9. Você desperdiçará seu câncer caso trate o pecado tão normalmente quanto antes.

Seus pecados freqüentes permanecem tão atrativos quanto antes de você ter câncer? Se a resposta for afirmativa, então você está desperdiçando seu câncer. O câncer foi planejado para destruir o apetite pelo pecado. Orgulho, ganância, luxúria, ódio, falta de perdão, impaciência, preguiça, procrastinação—todos estes são adversários que o câncer deve atacar. Não pense apenas em lutar contra o câncer. Pense também em usá-lo. Todas estas coisas são piores que o câncer. Não desperdice o poder do câncer para esmagar estes adversários. Deixe a presença da eternidade tornar os pecados temporais tão fúteis como eles realmente são. “Pois, que aproveita ao homem ganhar o mundo inteiro, e perder-se, ou prejudicar-se a si mesmo?” (Lucas 9.25).

10. Você desperdiçará seu câncer caso falhe em utilizá-lo como meio de testemunhar a verdade e a glória de Cristo.

Os cristãos nunca se encontram em determinado lugar por acidente. Existem razões para as quais somos levados onde estamos.

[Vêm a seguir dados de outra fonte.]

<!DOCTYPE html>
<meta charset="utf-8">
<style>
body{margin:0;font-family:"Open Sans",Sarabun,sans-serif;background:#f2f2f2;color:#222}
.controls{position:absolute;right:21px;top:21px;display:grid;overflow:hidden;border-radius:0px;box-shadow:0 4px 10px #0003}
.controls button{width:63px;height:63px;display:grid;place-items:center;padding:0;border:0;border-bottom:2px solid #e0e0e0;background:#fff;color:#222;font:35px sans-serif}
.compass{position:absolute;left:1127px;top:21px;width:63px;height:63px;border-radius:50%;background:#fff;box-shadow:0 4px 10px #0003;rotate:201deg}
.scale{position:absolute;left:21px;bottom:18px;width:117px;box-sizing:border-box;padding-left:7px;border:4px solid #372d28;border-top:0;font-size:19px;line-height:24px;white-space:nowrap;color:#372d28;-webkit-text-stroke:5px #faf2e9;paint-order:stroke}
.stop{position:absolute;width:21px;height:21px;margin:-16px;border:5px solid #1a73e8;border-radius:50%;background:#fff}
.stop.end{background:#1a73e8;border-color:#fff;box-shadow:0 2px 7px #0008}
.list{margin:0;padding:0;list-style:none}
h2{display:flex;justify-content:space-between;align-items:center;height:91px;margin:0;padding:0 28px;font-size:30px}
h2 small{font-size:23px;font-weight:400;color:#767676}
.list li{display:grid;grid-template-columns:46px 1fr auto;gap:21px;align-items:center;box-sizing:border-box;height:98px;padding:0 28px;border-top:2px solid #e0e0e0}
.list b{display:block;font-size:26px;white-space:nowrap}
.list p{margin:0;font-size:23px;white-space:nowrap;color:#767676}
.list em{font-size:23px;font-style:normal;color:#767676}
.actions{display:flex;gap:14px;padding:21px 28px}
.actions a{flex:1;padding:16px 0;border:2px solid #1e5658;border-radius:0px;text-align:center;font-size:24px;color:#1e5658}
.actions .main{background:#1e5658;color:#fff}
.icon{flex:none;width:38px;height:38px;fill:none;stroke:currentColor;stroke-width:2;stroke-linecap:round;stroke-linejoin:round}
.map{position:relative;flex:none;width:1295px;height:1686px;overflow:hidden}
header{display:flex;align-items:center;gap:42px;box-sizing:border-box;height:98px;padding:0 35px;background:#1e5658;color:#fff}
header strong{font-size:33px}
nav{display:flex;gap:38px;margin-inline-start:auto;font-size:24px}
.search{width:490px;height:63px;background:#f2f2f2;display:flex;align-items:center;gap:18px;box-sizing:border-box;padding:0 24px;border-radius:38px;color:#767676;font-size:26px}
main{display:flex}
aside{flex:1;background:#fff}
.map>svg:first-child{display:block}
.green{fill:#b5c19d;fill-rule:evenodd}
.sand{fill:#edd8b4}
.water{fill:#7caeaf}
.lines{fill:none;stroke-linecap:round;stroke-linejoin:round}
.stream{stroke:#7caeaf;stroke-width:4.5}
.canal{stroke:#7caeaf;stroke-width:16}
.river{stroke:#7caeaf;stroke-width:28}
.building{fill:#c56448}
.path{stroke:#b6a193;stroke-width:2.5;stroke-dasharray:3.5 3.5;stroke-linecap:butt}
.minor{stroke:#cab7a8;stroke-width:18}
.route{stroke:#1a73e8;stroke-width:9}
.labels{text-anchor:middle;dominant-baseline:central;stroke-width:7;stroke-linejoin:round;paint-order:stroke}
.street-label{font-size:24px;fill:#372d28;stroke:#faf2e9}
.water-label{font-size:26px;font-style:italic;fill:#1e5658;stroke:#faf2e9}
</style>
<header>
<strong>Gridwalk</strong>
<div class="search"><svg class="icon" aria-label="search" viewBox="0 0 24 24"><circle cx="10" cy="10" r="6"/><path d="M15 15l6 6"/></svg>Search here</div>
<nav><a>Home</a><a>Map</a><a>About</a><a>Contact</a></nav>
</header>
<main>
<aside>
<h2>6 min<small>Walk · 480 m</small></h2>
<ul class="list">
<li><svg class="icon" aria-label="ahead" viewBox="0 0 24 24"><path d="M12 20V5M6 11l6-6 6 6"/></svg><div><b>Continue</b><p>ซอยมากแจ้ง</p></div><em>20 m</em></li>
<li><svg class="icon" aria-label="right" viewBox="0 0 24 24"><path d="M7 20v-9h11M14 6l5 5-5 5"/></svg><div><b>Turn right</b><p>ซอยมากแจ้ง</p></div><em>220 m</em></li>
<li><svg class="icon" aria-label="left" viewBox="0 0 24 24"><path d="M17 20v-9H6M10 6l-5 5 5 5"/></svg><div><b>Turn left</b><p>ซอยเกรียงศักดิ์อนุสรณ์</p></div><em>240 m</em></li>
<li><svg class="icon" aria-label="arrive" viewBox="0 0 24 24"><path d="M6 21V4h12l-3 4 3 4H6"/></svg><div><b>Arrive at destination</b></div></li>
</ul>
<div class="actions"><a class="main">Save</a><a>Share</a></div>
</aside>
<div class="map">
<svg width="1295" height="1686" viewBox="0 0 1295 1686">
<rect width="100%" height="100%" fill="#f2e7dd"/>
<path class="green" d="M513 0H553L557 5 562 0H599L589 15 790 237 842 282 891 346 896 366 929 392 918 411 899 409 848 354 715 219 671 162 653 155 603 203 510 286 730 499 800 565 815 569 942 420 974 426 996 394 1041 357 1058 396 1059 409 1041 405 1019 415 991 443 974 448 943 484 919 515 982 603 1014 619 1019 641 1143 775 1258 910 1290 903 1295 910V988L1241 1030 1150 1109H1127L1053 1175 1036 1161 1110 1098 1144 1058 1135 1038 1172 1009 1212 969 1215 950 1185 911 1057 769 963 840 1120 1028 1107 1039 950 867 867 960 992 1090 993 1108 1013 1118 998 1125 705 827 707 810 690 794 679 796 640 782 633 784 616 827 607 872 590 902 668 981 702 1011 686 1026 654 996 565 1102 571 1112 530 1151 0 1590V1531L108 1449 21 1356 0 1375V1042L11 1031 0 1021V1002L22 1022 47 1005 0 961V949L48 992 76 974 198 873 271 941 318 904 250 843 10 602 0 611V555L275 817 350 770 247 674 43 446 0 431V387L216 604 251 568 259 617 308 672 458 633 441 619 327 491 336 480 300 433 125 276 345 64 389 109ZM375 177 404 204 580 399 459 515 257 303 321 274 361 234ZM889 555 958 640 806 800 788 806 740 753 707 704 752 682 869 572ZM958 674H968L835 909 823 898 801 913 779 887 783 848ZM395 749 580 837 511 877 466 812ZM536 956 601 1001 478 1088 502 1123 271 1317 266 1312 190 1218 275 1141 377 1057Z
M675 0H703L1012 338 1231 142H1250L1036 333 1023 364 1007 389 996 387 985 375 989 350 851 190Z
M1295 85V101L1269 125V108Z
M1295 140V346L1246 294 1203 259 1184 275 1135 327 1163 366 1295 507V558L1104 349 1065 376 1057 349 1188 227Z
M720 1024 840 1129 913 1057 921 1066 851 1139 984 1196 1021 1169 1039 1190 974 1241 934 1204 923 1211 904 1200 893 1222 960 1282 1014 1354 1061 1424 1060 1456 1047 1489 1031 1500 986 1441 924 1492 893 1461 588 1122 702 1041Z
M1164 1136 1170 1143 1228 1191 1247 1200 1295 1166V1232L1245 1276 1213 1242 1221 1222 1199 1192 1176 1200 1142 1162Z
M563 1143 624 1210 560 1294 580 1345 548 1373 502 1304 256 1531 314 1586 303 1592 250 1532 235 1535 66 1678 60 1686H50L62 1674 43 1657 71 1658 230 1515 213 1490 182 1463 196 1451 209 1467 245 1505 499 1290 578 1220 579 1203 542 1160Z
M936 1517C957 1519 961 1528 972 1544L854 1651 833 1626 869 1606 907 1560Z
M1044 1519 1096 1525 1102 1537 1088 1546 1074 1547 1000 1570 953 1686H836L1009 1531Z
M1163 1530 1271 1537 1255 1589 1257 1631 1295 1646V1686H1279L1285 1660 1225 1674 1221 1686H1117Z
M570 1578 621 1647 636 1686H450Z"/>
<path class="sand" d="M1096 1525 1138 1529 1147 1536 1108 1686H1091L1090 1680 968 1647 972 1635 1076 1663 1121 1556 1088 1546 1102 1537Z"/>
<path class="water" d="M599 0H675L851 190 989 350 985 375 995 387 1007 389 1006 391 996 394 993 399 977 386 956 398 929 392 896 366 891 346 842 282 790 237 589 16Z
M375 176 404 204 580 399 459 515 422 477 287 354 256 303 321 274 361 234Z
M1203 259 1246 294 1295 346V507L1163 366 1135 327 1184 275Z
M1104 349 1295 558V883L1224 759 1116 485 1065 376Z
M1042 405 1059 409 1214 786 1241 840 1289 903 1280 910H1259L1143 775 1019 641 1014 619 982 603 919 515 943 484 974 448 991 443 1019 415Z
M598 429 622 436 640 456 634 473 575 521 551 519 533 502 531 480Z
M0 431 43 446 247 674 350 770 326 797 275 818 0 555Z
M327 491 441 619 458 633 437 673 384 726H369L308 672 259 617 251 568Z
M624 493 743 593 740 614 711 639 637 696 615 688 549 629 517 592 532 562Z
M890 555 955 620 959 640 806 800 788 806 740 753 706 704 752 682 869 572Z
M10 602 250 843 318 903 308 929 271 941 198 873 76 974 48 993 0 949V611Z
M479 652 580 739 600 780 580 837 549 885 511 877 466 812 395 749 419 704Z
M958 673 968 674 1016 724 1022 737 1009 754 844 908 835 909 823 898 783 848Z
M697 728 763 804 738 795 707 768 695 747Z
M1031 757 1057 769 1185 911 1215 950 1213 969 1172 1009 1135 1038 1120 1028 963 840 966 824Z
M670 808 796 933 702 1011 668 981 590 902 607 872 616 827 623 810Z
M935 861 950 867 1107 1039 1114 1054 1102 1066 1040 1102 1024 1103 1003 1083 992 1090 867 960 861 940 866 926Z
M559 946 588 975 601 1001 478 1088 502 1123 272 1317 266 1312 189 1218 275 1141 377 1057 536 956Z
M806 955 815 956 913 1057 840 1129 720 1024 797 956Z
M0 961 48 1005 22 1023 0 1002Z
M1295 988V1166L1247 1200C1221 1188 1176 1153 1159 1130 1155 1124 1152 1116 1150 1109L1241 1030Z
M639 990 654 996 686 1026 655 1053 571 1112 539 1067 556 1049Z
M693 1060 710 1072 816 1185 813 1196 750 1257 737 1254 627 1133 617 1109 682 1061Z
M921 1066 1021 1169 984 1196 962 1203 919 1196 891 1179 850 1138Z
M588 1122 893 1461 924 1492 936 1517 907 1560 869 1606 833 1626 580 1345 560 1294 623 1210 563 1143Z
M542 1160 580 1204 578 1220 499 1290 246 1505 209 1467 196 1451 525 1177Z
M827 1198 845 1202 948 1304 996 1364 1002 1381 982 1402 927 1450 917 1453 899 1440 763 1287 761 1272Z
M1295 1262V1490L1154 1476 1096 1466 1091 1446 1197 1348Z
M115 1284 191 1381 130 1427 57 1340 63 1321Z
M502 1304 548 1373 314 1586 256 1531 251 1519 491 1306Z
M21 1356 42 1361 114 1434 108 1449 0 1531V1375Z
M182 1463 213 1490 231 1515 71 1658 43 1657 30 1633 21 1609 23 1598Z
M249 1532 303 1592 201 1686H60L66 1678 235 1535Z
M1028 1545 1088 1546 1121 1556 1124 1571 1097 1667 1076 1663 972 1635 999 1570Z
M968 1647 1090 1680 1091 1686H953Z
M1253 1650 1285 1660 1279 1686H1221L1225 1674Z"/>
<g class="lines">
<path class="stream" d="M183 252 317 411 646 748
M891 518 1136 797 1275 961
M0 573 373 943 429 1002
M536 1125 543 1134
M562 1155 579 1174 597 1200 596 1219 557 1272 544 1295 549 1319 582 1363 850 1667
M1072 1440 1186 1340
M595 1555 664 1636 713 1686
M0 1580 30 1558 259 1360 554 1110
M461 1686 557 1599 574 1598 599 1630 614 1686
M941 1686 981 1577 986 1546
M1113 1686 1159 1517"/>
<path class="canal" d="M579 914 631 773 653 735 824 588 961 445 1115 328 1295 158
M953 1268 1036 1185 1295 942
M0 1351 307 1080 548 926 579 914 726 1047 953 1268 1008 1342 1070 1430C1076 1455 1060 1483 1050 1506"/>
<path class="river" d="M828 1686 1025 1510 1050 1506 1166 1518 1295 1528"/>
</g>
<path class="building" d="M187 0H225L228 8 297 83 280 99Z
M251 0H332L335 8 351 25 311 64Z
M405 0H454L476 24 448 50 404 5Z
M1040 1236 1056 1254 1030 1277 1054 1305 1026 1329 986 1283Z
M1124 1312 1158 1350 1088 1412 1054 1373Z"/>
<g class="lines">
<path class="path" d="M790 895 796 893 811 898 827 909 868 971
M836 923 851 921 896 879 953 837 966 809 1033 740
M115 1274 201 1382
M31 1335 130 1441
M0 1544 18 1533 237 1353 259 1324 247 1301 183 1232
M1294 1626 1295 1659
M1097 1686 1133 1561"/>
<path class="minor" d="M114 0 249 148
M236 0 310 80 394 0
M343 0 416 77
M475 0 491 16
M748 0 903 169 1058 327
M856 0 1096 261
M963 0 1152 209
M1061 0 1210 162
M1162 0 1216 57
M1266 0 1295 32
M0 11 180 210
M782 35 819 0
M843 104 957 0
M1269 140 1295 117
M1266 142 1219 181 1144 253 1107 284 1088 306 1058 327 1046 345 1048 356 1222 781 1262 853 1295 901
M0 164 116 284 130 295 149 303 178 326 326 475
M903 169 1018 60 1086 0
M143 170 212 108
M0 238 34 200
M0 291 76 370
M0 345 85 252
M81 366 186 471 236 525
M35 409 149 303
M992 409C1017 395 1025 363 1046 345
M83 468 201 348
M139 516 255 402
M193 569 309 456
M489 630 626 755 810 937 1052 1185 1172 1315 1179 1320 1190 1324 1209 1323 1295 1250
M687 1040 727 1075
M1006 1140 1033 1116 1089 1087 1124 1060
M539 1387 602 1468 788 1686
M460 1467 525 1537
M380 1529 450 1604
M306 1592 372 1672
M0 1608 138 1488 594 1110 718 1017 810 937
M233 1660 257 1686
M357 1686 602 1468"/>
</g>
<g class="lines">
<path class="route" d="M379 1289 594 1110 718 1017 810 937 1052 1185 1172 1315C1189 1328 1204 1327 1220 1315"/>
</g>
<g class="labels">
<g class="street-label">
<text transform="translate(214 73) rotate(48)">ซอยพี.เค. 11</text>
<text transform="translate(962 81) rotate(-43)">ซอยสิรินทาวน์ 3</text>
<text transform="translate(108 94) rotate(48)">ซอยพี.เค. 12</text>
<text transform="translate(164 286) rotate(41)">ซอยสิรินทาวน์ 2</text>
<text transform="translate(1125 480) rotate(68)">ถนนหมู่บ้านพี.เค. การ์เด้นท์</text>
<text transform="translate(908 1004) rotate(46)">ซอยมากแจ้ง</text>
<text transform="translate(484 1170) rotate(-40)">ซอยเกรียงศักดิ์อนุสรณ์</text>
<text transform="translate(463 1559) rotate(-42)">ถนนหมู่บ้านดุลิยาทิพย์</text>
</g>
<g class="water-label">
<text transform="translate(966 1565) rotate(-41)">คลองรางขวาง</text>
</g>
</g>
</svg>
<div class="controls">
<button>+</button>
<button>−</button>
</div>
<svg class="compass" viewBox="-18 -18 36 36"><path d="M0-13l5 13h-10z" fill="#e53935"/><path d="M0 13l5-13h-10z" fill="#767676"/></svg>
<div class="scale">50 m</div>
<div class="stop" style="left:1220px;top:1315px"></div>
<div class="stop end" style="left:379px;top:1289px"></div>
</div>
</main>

Considere o que Jesus diz sobre circunstâncias inesperadas e dolorosas: “Mas antes de todas essas coisas vos hão de prender e perseguir, entregando-vos às sinagogas e aos cárceres, e conduzindo-vos à presença de reis e governadores, por causa do meu nome. Isso vos acontecerá para que deis testemunho” (Lucas 21.12-13). Assim também é com o câncer. Essa será uma oportunidade para testemunhar. Cristo é infinitamente digno. Aqui está uma oportunidade de ouro para mostrar que Jesus vale mais que a vida.
Não a desperdice o seu câncer. Lembre-se de que você não foi deixado sozinho; terá a ajuda necessária: “Meu Deus suprirá todas as vossas necessidades segundo as suas riquezas na glória em Cristo Jesus” (Filipenses 4.19).